TASK GOAL:
Search the records for the string "Order" and copy every line where it turns up.

(EXERCISE INPUTS Opens)

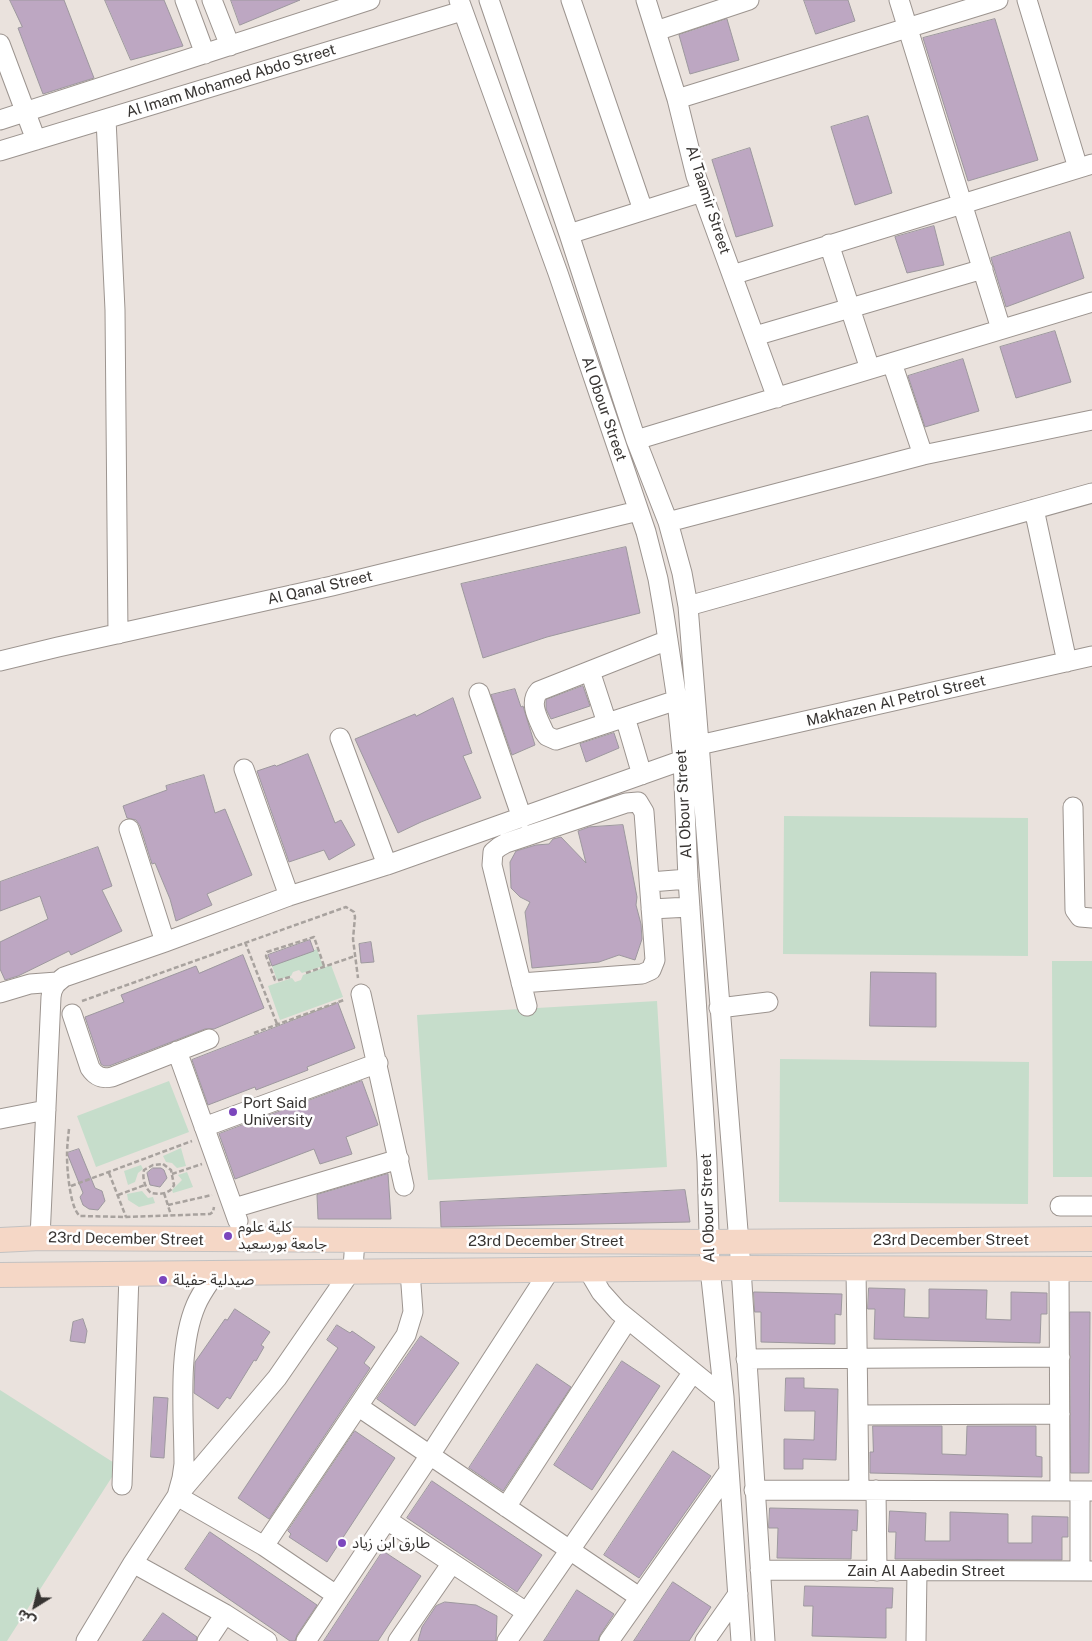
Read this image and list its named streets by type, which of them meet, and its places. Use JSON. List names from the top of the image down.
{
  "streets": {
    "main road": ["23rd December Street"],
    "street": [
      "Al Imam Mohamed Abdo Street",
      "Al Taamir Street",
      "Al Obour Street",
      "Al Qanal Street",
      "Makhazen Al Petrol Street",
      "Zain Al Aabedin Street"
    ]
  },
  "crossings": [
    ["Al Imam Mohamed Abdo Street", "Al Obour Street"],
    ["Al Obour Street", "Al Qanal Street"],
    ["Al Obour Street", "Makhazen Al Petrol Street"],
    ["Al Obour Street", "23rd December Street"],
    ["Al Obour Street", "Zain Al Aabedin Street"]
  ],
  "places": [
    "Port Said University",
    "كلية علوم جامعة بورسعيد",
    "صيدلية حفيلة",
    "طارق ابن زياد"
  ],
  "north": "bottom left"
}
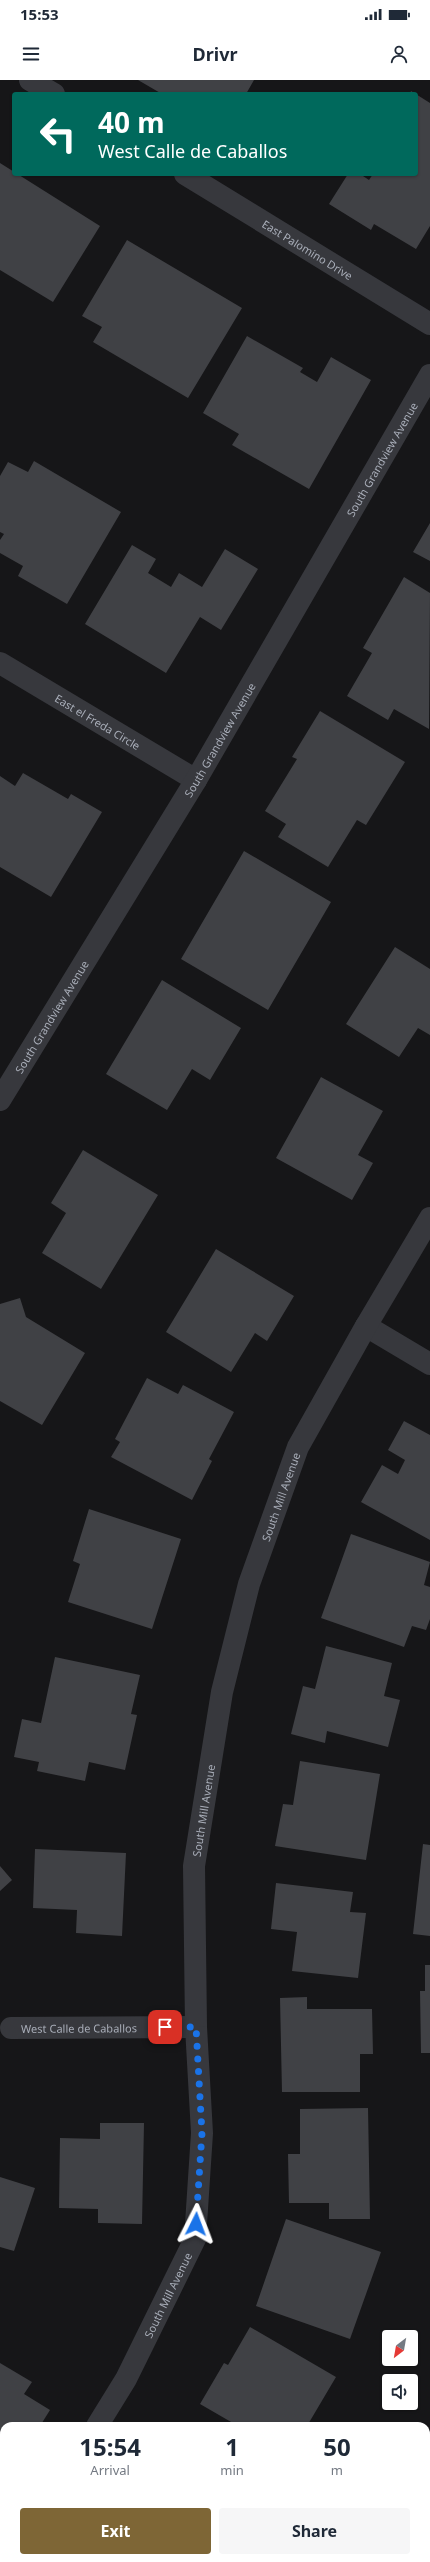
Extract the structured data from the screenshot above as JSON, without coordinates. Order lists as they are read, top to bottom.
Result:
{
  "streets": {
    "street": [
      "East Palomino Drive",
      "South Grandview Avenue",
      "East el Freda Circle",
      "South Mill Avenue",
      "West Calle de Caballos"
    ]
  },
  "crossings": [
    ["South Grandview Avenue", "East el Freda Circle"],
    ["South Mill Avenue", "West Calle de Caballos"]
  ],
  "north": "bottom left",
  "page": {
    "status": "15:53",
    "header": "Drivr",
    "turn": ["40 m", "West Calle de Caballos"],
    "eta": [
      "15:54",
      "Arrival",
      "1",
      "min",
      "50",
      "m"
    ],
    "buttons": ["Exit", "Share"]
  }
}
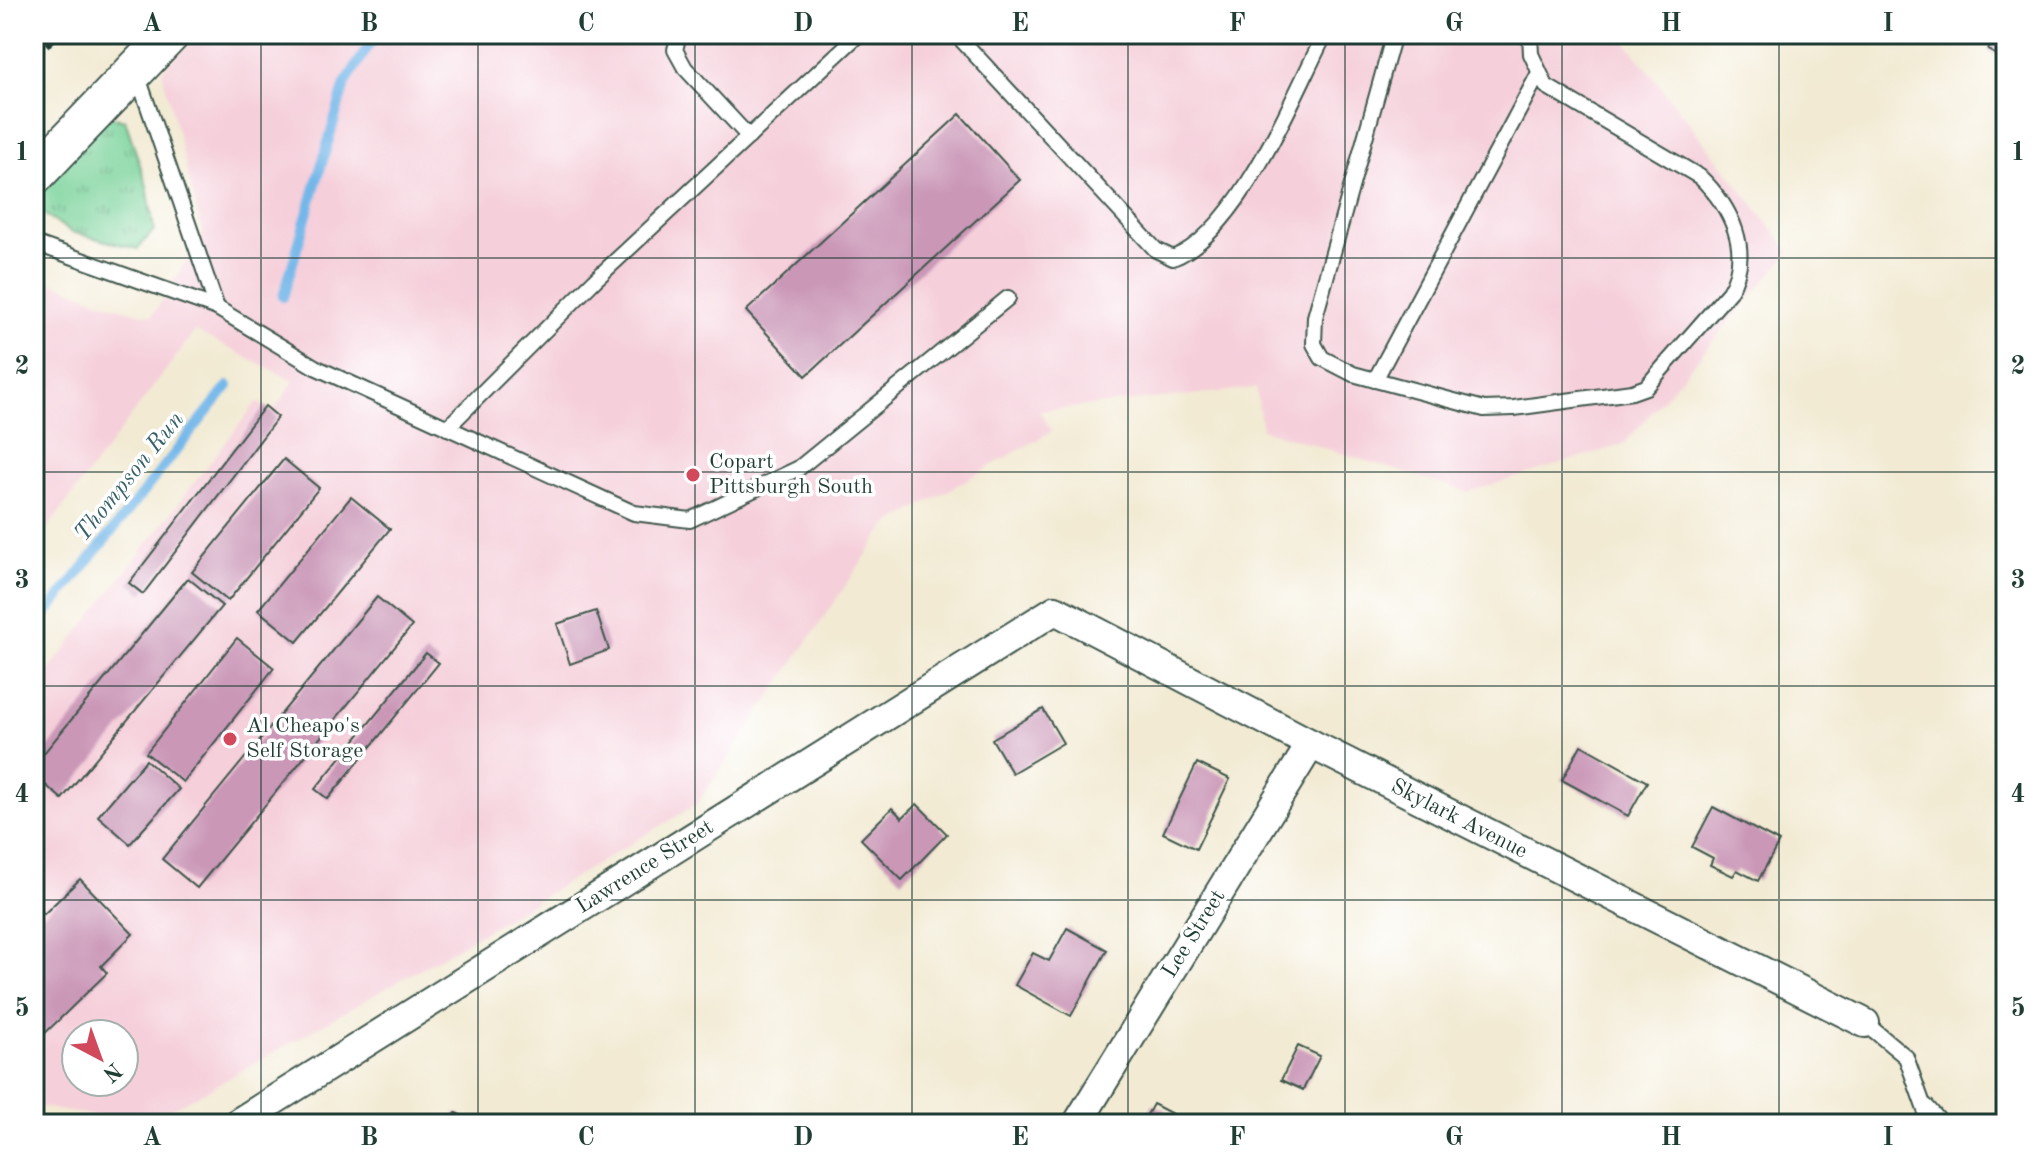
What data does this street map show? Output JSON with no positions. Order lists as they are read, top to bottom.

(EXERCISE INPUTS Closes)

OUTPUT FOR THIS TASK:
Extract the structured data from the screenshot above as JSON, without coordinates. Order lists as they are read, top to bottom.
What data does this street map show? Output JSON with no positions. Order lists as they are read, top to bottom.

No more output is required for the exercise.